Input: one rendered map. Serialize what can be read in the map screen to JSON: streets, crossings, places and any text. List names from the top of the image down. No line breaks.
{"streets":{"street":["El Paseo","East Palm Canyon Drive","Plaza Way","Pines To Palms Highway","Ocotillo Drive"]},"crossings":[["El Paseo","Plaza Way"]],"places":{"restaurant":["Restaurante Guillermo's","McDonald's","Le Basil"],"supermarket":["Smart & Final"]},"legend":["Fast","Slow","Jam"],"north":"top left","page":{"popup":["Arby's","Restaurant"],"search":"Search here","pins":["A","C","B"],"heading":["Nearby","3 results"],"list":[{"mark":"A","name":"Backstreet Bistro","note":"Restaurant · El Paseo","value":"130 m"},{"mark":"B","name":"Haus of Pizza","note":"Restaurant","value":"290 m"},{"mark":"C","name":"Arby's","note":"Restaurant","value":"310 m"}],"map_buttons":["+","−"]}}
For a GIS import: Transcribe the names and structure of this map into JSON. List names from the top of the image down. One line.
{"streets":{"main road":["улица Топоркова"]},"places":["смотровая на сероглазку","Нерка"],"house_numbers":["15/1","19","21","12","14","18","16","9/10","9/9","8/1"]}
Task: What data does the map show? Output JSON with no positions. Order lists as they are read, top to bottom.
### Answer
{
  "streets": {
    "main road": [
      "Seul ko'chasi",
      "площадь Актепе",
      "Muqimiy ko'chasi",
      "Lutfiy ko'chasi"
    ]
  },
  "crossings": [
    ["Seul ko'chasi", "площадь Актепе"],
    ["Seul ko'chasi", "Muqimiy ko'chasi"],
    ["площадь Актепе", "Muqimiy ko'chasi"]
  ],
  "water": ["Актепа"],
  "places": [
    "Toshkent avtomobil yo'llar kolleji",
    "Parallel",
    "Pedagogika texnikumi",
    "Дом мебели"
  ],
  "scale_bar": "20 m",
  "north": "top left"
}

§ **What is required**: In full and exactly, transcribe the material above.

§ **Completed exercise**:
Input: one rendered map. Serialize what can be read in the map screen to JSON: streets, crossings, places and any text. List names from the top of the image down. No line breaks.
{"streets":{"street":["El Paseo","East Palm Canyon Drive","Plaza Way","Pines To Palms Highway","Ocotillo Drive"]},"crossings":[["El Paseo","Plaza Way"]],"places":{"restaurant":["Restaurante Guillermo's","McDonald's","Le Basil"],"supermarket":["Smart & Final"]},"legend":["Fast","Slow","Jam"],"north":"top left","page":{"popup":["Arby's","Restaurant"],"search":"Search here","pins":["A","C","B"],"heading":["Nearby","3 results"],"list":[{"mark":"A","name":"Backstreet Bistro","note":"Restaurant · El Paseo","value":"130 m"},{"mark":"B","name":"Haus of Pizza","note":"Restaurant","value":"290 m"},{"mark":"C","name":"Arby's","note":"Restaurant","value":"310 m"}],"map_buttons":["+","−"]}}
For a GIS import: Transcribe the names and structure of this map into JSON. List names from the top of the image down. One line.
{"streets":{"main road":["улица Топоркова"]},"places":["смотровая на сероглазку","Нерка"],"house_numbers":["15/1","19","21","12","14","18","16","9/10","9/9","8/1"]}
Task: What data does the map show? Output JSON with no positions. Order lists as they are read, top to bottom.
### Answer
{
  "streets": {
    "main road": [
      "Seul ko'chasi",
      "площадь Актепе",
      "Muqimiy ko'chasi",
      "Lutfiy ko'chasi"
    ]
  },
  "crossings": [
    ["Seul ko'chasi", "площадь Актепе"],
    ["Seul ko'chasi", "Muqimiy ko'chasi"],
    ["площадь Актепе", "Muqimiy ko'chasi"]
  ],
  "water": ["Актепа"],
  "places": [
    "Toshkent avtomobil yo'llar kolleji",
    "Parallel",
    "Pedagogika texnikumi",
    "Дом мебели"
  ],
  "scale_bar": "20 m",
  "north": "top left"
}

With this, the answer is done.